How continued generous benefits could ‘align everyone’s incentives’
Forecasters have grown far more pessimistic since March about how long this period of economic weakness will persist, Dynan said.
“That’s in large part because people were overly optimistic about the government’s ability to build the capacity to do things like testing and tracking, and other public-health steps that would make people feel safe leaving their homes again,” she said. “They just thought by now we would’ve gotten to the point where we had the right public-health measures in place, and we really don’t.”

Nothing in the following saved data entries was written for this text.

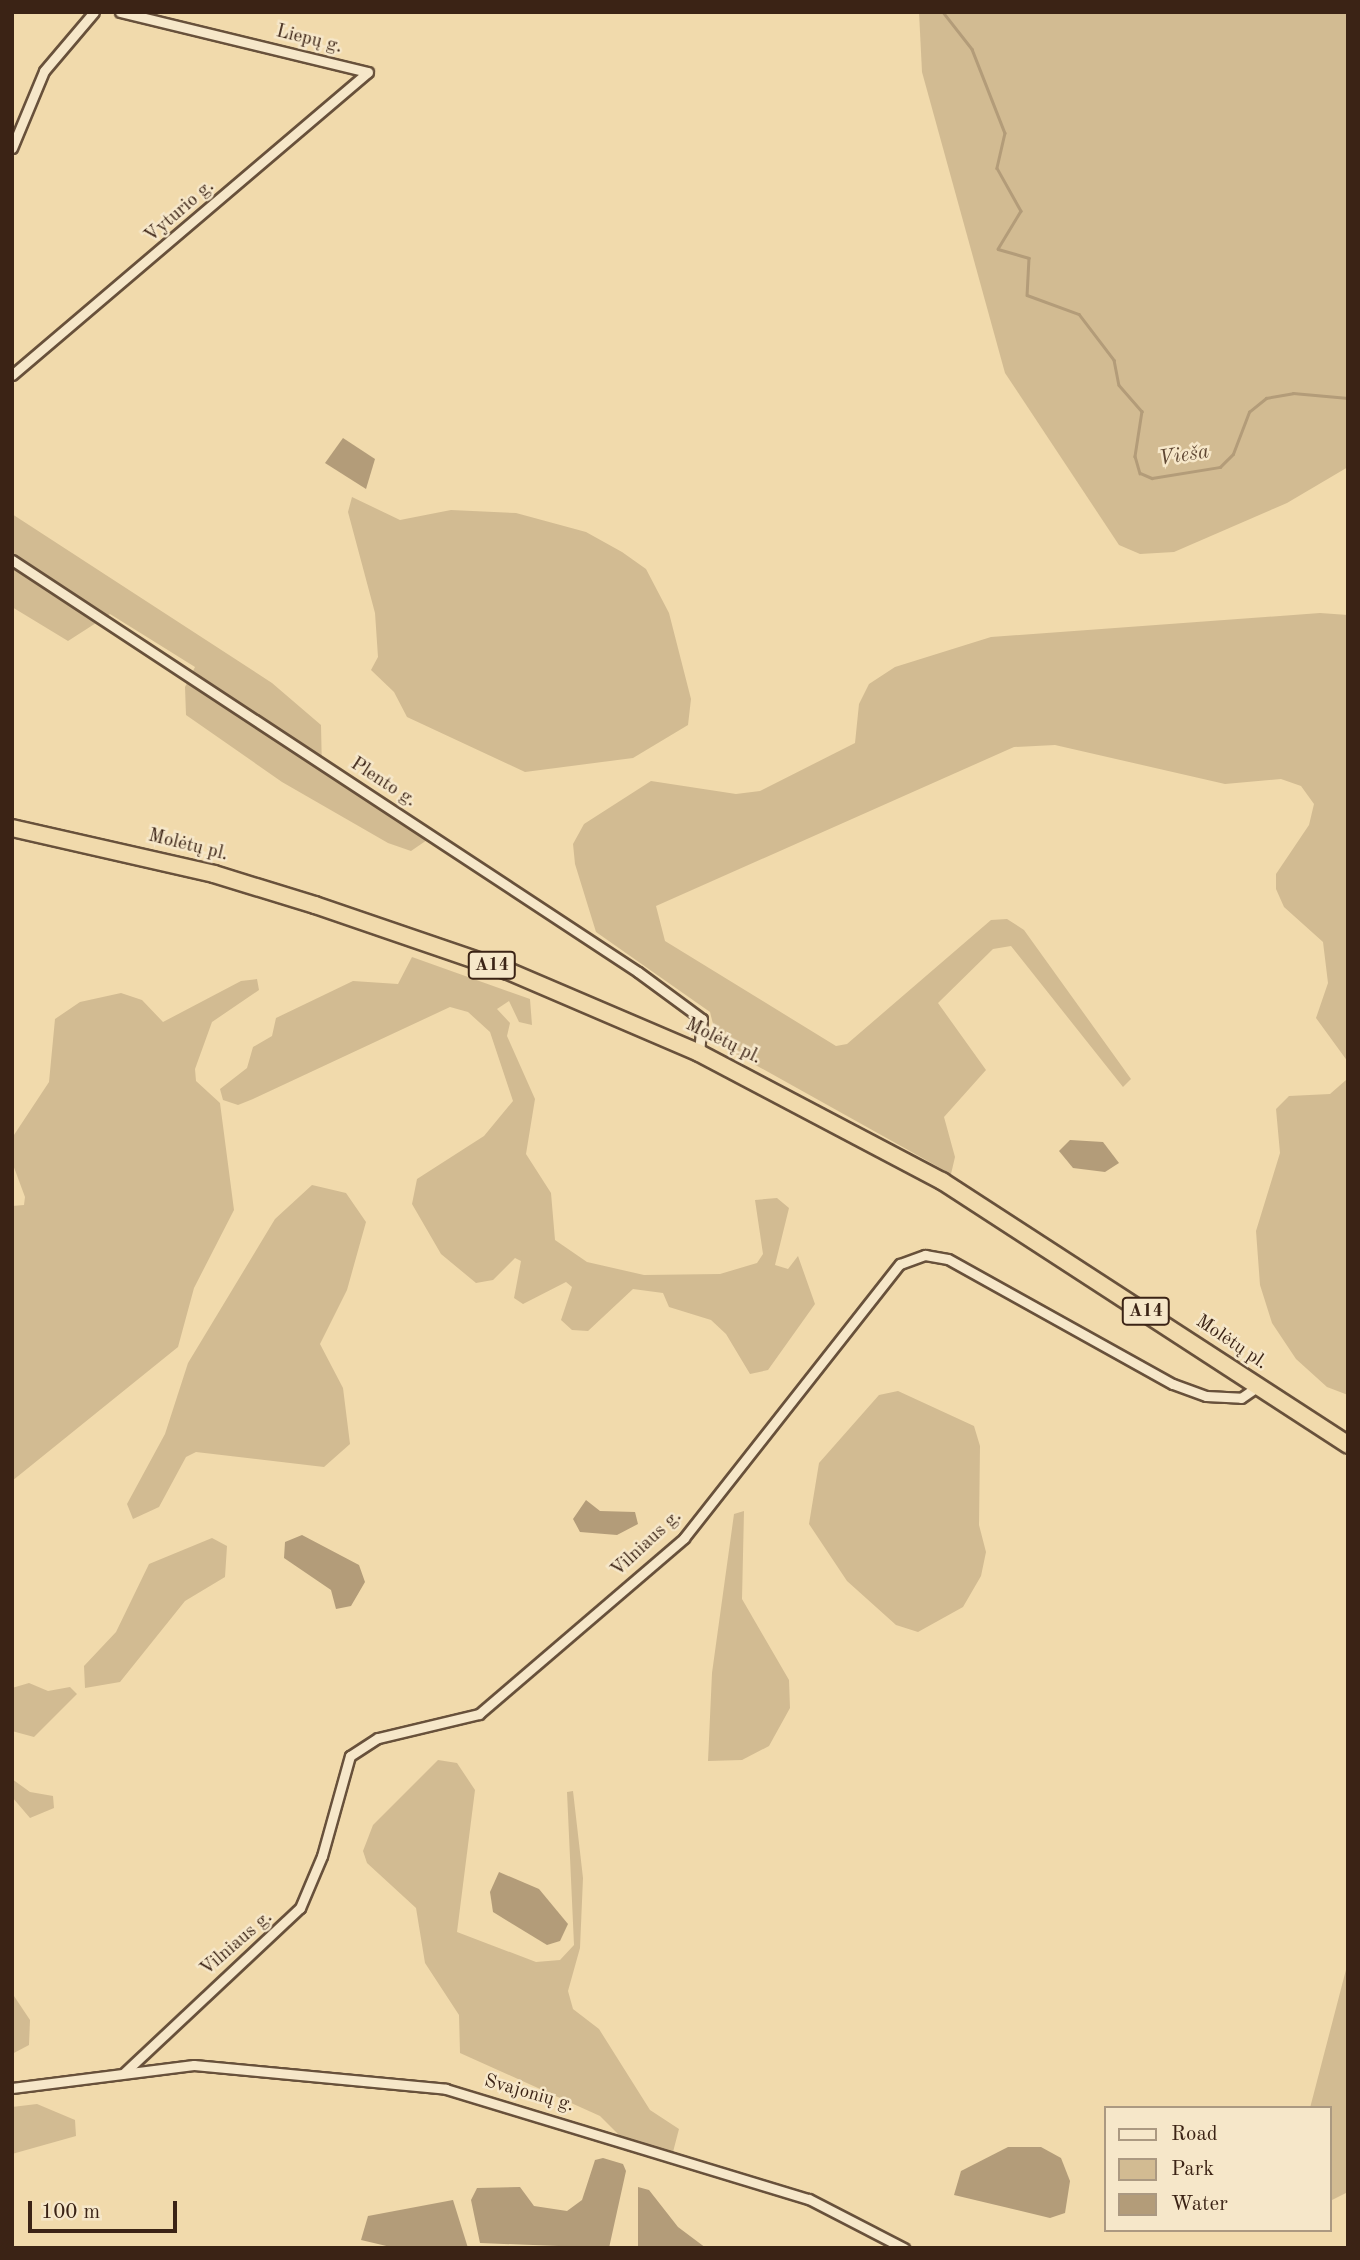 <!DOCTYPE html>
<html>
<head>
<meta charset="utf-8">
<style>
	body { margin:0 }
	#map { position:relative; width:1360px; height:2260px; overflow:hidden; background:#f1daac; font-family:"Old Standard TT",serif }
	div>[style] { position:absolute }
	.green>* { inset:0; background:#d2bb92 }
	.water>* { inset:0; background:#b39c79 }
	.stream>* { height:2.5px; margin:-1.25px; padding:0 1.25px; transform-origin:1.25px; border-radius:1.25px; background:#b39c79 }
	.roads { filter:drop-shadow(2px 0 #68513b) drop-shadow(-2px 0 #68513b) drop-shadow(0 2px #68513b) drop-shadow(0 -2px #68513b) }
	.minor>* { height:9px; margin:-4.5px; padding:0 4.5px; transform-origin:4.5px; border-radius:4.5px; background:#f6e7c9 }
	.trunk>* { height:16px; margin:-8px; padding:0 8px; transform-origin:8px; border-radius:8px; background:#f1daac }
	span { translate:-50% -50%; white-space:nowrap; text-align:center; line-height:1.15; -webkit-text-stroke:5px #f6e7c9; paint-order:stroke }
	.shield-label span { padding:2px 5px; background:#f6e7c9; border:2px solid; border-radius:5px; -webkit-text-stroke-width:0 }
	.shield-label { font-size:18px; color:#3b2315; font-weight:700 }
	.street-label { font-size:19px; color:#3b2315 }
	.water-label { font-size:21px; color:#5f4733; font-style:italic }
	.frame { position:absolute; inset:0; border:14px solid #3b2315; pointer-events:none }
	.legend { position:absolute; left:1104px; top:2106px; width:228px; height:126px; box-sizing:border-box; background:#f6e7c9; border:2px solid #ab9981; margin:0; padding:9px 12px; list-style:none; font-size:21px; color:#3b2315 }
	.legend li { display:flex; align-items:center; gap:14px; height:35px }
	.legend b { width:35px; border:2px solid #ab9981 }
	.scale { position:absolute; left:28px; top:2201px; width:149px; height:32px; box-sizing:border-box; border:4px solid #3b2315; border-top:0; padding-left:9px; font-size:21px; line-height:24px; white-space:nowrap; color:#3b2315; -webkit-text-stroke:5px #f6e7c9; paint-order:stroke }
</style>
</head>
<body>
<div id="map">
	<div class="green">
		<div style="clip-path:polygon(919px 12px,1348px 12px,1348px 467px,1287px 503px,1174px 552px,1140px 554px,1119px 545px,1005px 373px,922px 72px)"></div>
		<div style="clip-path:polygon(352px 497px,400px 520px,451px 510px,516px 513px,586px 532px,622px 552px,646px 569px,669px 613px,691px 699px,688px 725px,633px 758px,525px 772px,407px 717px,394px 692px,371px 670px,378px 657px,375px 613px,348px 512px)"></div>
		<div style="clip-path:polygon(12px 514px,272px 683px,321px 725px,322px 770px,427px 840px,411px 851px,388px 843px,282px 782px,186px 715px,185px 687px,195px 667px,110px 614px,68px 641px,12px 607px)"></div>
		<div style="clip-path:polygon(1320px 613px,1348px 615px,1348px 1062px,1316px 1018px,1328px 983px,1323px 942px,1284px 907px,1276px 889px,1276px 874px,1309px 825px,1314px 804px,1301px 786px,1281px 779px,1225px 784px,1055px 745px,1014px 747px,656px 906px,665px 941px,836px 1046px,847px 1044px,991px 920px,1007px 919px,1024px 930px,1131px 1079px,1123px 1087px,1011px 946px,993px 949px,938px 1003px,986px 1070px,944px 1117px,955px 1157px,951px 1174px,718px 1044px,710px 1012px,596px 932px,575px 864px,573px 844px,584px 824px,651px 781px,736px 794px,760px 791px,855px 743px,859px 704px,869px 684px,895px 667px,991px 637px)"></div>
		<div style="clip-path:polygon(412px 957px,530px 999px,532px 1025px,519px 1022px,509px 1001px,497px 1009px,510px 1023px,507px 1036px,535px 1099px,526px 1154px,551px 1193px,555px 1240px,587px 1262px,644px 1275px,720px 1274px,757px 1263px,763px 1254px,755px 1200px,777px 1198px,789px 1208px,775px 1265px,788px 1269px,798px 1256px,815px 1304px,768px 1370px,750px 1374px,726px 1334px,711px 1320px,669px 1307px,663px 1293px,633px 1289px,588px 1331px,572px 1330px,561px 1320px,572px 1287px,566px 1282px,523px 1304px,514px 1298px,521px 1261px,515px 1258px,493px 1280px,476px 1283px,441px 1254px,412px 1204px,417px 1179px,484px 1136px,513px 1101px,490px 1032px,468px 1012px,450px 1007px,253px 1099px,238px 1105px,223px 1100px,220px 1089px,247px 1068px,253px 1047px,272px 1036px,276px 1018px,353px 981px,398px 984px)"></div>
		<div style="clip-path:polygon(257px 979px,259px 990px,212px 1022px,195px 1069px,196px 1081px,220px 1103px,234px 1210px,194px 1288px,178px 1347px,12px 1481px,12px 1206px,24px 1205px,25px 1197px,12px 1162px,12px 1138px,49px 1082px,55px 1019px,80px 1002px,121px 993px,142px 1000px,163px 1022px,241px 981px)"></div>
		<div style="clip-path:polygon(1348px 1068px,1348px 1395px,1327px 1387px,1296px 1359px,1272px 1323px,1260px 1285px,1256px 1231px,1280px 1153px,1276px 1109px,1289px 1096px,1330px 1094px,1346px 1080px)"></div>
		<div style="clip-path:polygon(312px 1185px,346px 1193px,366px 1222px,347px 1290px,320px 1344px,343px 1388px,350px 1444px,324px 1467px,196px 1452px,186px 1457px,159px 1507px,133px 1519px,127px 1504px,165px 1434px,188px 1363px,275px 1219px)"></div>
		<div style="clip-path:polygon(898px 1391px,974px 1426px,980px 1446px,979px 1525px,986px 1552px,981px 1576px,963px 1607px,918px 1632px,896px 1625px,847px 1581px,809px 1524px,819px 1463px,879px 1395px)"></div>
		<div style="clip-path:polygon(744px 1511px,742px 1599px,789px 1680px,790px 1708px,769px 1746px,742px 1760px,708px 1761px,712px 1673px,734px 1514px)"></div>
		<div style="clip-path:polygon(212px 1538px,227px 1546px,225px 1577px,185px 1601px,120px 1682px,85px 1688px,84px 1666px,116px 1632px,149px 1564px)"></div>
		<div style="clip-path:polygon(29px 1683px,48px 1691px,70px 1687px,77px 1694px,34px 1737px,12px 1731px,12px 1688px)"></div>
		<div style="clip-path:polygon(438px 1760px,457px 1763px,475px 1790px,457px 1932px,536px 1962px,560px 1960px,574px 1945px,567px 1792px,573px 1791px,583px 1878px,580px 1948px,568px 1991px,573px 2009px,599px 2029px,650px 2110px,679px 2129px,673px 2152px,619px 2135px,600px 2116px,460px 2053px,459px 2015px,425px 1963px,416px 1908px,367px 1863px,363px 1851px,373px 1825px)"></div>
		<div style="clip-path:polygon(12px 1779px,30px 1792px,53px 1796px,54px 1808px,30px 1818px,12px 1797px)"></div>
		<div style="clip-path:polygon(1348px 1962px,1348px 2192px,1330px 2201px,1330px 2108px,1310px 2108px)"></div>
		<div style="clip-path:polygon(12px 1993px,30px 2020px,29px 2045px,12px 2054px)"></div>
		<div style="clip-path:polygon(37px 2104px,75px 2120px,76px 2136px,12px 2154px,12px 2107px)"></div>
	</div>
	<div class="water">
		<div style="clip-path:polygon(343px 438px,375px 459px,366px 489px,325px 463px)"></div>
		<div style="clip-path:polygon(1070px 1140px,1103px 1142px,1119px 1163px,1105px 1172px,1073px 1168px,1059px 1151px)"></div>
		<div style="clip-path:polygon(586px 1500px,600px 1511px,635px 1512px,638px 1524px,617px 1535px,580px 1532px,573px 1519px)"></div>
		<div style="clip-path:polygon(302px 1535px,359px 1565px,365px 1582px,351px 1606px,336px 1609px,331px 1590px,284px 1558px,285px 1542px)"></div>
		<div style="clip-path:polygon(499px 1872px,539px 1889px,568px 1924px,560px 1941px,547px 1945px,493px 1912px,490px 1892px)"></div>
		<div style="clip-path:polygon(1008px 2147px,1041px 2147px,1061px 2158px,1070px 2181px,1065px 2213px,1050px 2218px,954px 2195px,961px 2171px)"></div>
		<div style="clip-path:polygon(603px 2158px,623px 2164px,626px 2171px,609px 2248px,480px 2243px,471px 2200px,477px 2188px,520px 2187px,534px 2206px,567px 2211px,582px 2200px,595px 2160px)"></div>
		<div style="clip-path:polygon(638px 2187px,649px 2190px,678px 2227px,706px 2248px,638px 2248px)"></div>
		<div style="clip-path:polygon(453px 2200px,468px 2248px,395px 2248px,361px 2240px,368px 2216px)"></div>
	</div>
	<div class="stream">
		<div style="left:943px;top:12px;width:47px;rotate:51.9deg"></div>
		<div style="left:972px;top:49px;width:90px;rotate:68.6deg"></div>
		<div style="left:1005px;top:133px;width:36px;rotate:103deg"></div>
		<div style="left:997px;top:168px;width:49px;rotate:60.8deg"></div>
		<div style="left:1021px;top:211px;width:44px;rotate:121.2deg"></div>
		<div style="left:998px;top:249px;width:32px;rotate:16deg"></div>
		<div style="left:1029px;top:258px;width:37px;rotate:93deg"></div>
		<div style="left:1027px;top:295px;width:55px;rotate:20.1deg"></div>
		<div style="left:1079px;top:314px;width:58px;rotate:52.7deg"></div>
		<div style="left:1114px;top:360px;width:25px;rotate:79deg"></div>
		<div style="left:1119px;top:385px;width:35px;rotate:49deg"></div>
		<div style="left:1142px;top:411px;width:46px;rotate:98.8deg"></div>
		<div style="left:1135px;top:456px;width:18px;rotate:74deg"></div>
		<div style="left:1140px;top:473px;width:13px;rotate:23deg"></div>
		<div style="left:1152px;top:478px;width:69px;rotate:-9.2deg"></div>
		<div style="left:1220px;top:467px;width:18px;rotate:-45deg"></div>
		<div style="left:1233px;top:454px;width:45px;rotate:-69.1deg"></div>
		<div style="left:1249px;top:412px;width:22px;rotate:-39deg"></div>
		<div style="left:1266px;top:398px;width:27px;rotate:-10deg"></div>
		<div style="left:1293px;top:393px;width:55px;rotate:5.2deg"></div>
	</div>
	<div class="roads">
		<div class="minor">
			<div style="left:120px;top:12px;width:255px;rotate:13.6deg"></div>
			<div style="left:12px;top:148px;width:83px;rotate:-67.4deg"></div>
			<div style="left:44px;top:71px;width:77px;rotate:-49.7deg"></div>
			<div style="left:12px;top:375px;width:467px;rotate:-40.4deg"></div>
			<div style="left:12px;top:560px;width:749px;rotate:33.35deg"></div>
			<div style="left:638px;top:972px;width:79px;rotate:36.3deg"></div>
			<div style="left:702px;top:1019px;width:34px;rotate:95deg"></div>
			<div style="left:124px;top:2073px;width:241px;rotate:-43.2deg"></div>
			<div style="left:300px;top:1908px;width:56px;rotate:-67.1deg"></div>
			<div style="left:322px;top:1856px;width:104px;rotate:-74.4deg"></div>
			<div style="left:350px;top:1756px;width:33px;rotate:-33deg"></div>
			<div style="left:378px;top:1738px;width:104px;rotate:-13.4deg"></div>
			<div style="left:479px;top:1714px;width:270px;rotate:-40.6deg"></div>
			<div style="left:684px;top:1538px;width:349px;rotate:-51.8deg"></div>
			<div style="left:900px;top:1264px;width:27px;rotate:-20deg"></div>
			<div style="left:925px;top:1255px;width:23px;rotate:10deg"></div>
			<div style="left:948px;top:1259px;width:257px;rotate:29.1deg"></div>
			<div style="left:1173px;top:1384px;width:35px;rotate:20deg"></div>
			<div style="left:1206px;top:1396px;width:35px;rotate:3deg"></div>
			<div style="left:1241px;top:1398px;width:21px;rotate:-35deg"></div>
			<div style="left:12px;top:2088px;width:183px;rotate:-7.2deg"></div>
			<div style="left:194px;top:2065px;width:253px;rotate:5.4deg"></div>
			<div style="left:446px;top:2089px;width:379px;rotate:16.9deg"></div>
			<div style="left:809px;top:2199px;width:107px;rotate:27.3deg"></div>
		</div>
		<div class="trunk">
			<div style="left:12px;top:828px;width:207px;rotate:12.8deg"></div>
			<div style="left:214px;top:874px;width:106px;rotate:17.1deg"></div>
			<div style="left:315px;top:905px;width:204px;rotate:18.9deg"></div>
			<div style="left:508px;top:971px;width:208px;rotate:23.2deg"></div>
			<div style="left:699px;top:1053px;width:275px;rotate:27.8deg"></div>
			<div style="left:942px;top:1181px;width:484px;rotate:33deg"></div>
		</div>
	</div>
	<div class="shield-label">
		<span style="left:492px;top:965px">A14</span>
		<span style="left:1146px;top:1311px">A14</span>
	</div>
	<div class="street-label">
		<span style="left:309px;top:40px;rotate:14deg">Liepų g.</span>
		<span style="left:180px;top:212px;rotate:-41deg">Vyturio g.</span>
		<span style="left:383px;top:783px;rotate:33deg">Plento g.</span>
		<span style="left:188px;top:846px;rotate:14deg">Molėtų pl.</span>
		<span style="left:723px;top:1042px;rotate:26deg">Molėtų pl.</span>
		<span style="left:1231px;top:1343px;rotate:34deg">Molėtų pl.</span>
		<span style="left:647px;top:1544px;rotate:-43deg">Vilniaus g.</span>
		<span style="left:237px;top:1944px;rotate:-41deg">Vilniaus g.</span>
		<span style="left:529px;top:2094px;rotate:16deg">Svajonių g.</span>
	</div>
	<div class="water-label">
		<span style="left:1184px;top:456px;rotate:-9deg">Vieša</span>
	</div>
	<div class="frame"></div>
	<ul class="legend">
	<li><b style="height:9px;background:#f6e7c9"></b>Road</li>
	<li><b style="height:19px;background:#d2bb92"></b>Park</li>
	<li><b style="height:19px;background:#b39c79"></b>Water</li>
	</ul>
	<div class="scale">100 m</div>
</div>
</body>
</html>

The CARES Act’s $600 unemployment insurance benefit was a sensible move, Aaronson added, because “you actually really want people to stay home now — and by making it a generous benefit, it helps people to survive and it encourages them to stay home.”
“If we were in a similar situation in the winter, I think we would also want to encourage people to stay home,” she said. “The federal government similarly providing a generous benefit like that would help align everyone’s incentives.”